Requirement —
Each line from the one containing "Parse the street" through the end of the records below must be repeated exactly, and no other line.

** Data provided follows **

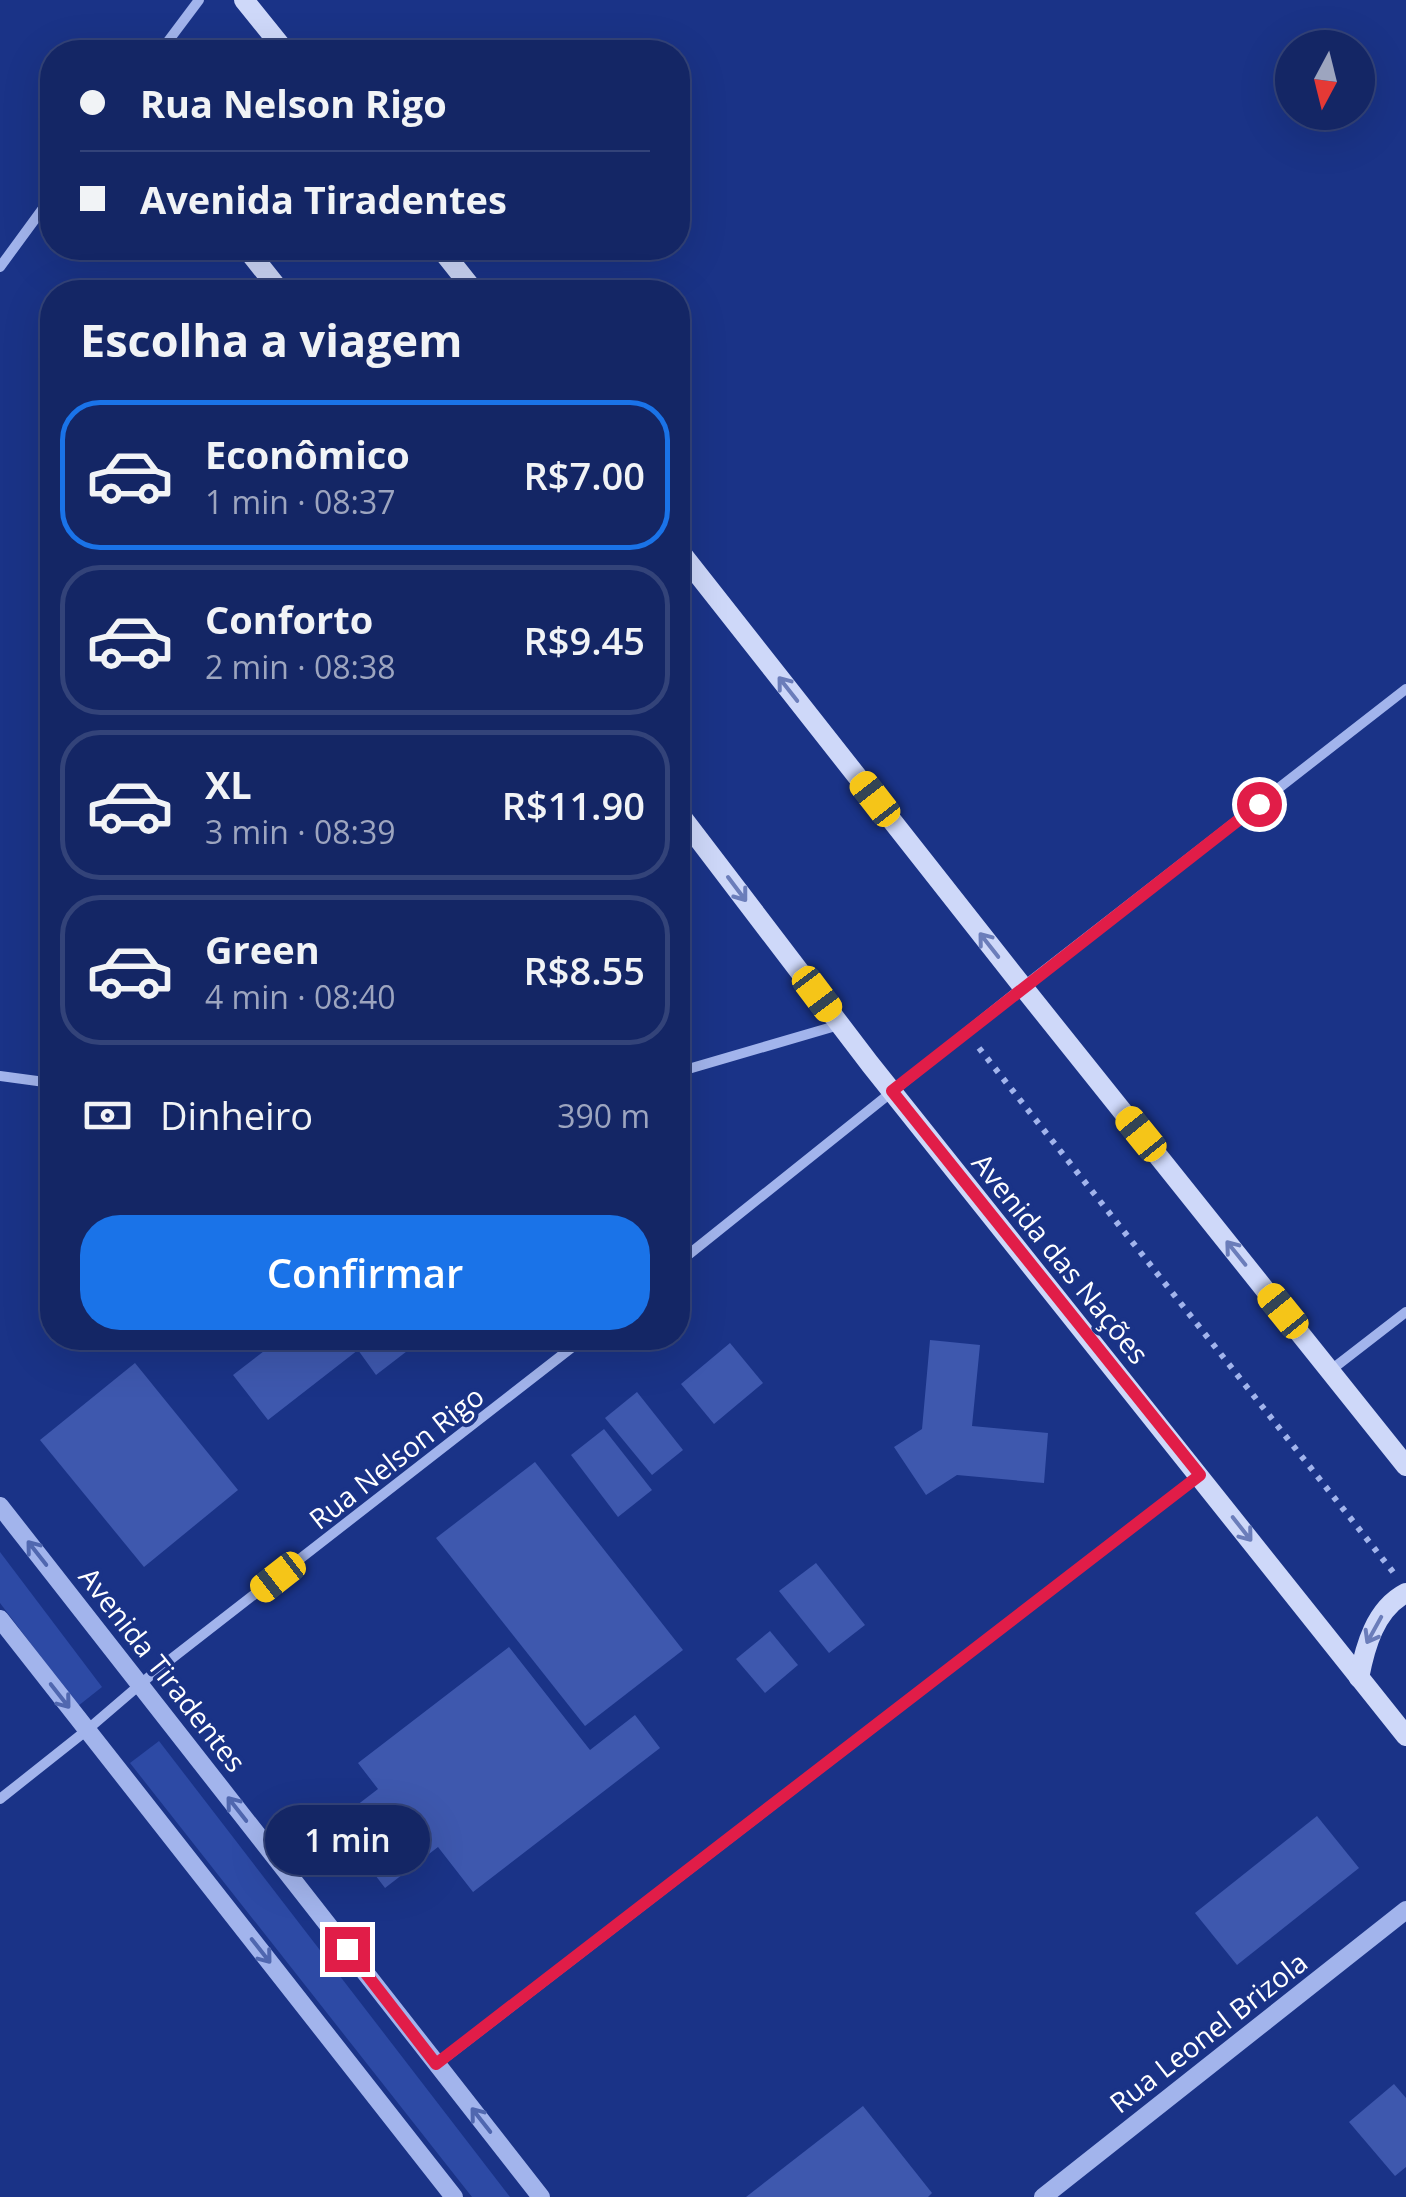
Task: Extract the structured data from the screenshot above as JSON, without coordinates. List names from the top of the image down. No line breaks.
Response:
{"streets":{"main road":["Avenida das Nações"],"street":["Rua Nelson Rigo","Avenida Tiradentes","Rua Leonel Brizola"]},"crossings":[["Rua Nelson Rigo","Avenida Tiradentes"]],"north":"bottom","page":{"banner":["Rua Nelson Rigo","Avenida Tiradentes"],"heading":"Escolha a viagem","list":[{"name":"Econômico","note":"1 min · 08:37","value":"R$7.00"},{"name":"Conforto","note":"2 min · 08:38","value":"R$9.45"},{"name":"XL","note":"3 min · 08:39","value":"R$11.90"},{"name":"Green","note":"4 min · 08:40","value":"R$8.55"}],"pay":["Dinheiro","390 m"],"buttons":"Confirmar","bubble":"1 min"}}
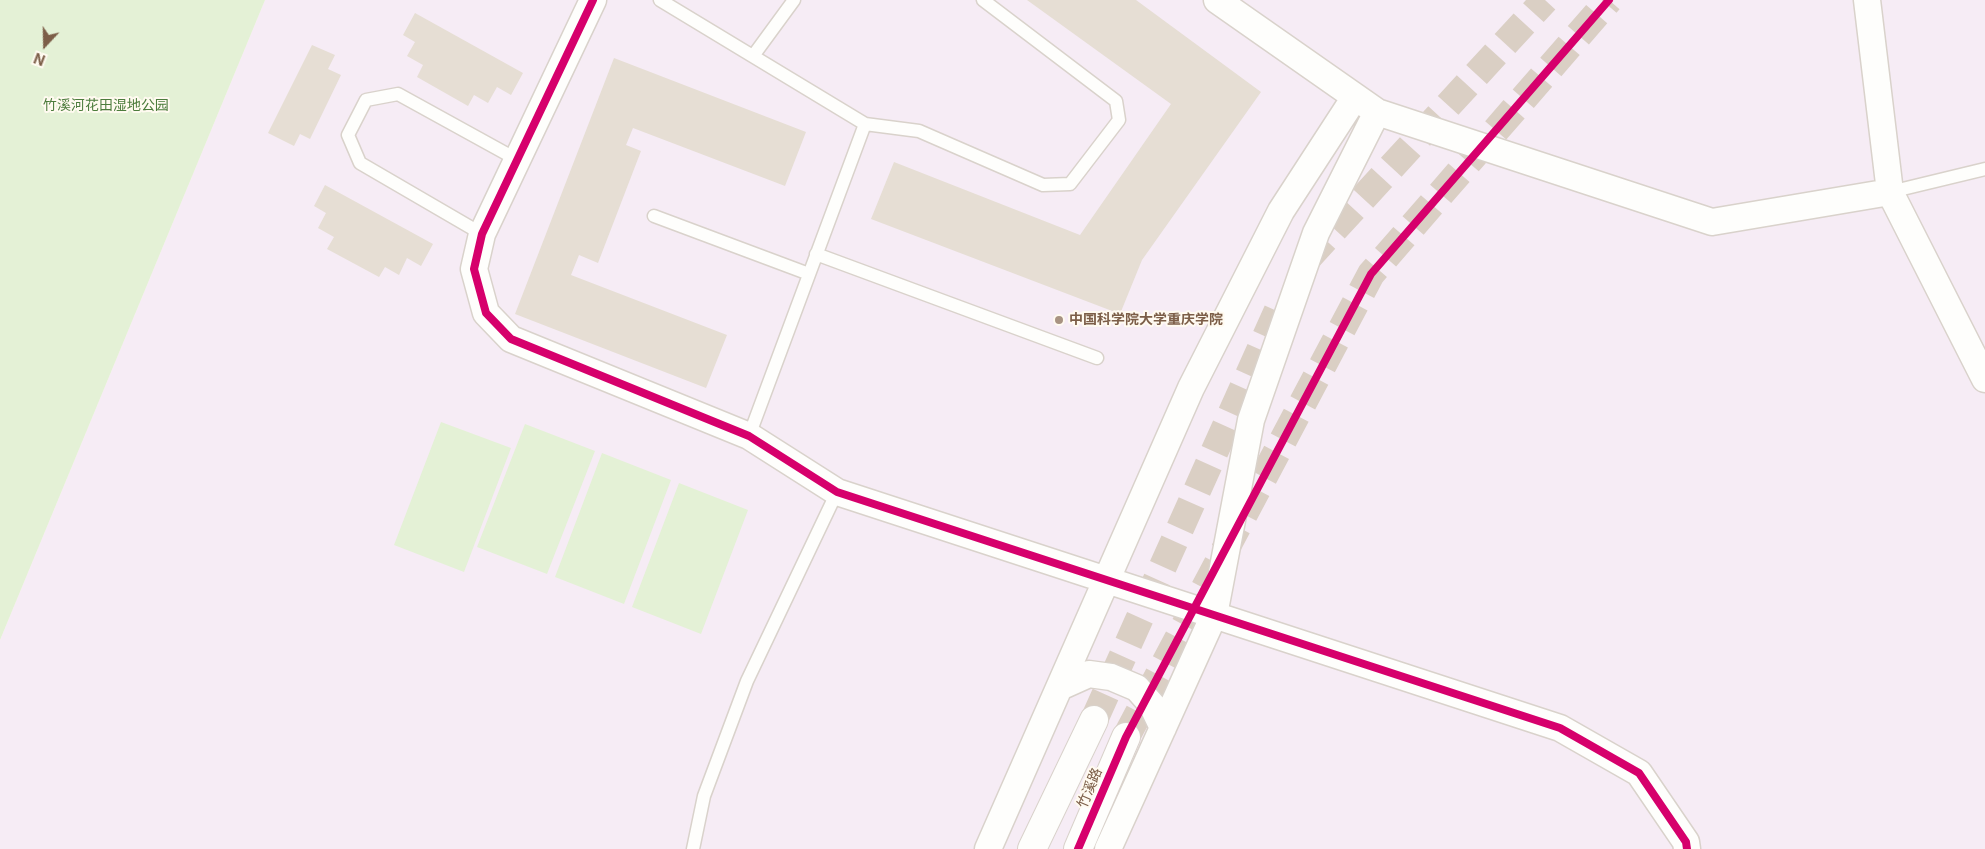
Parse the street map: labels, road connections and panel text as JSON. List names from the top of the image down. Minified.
{"streets":{"street":["竹溪路"]},"parks":["竹溪河花田湿地公园"],"places":["中国科学院大学重庆学院"],"north":"bottom"}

** End of Data provided **

Reply to the task —
Parse the street map: labels, road connections and panel text as JSON. List names from the top of the image down. Minified.
{"streets":{"street":["竹溪路"]},"parks":["竹溪河花田湿地公园"],"places":["中国科学院大学重庆学院"],"north":"bottom"}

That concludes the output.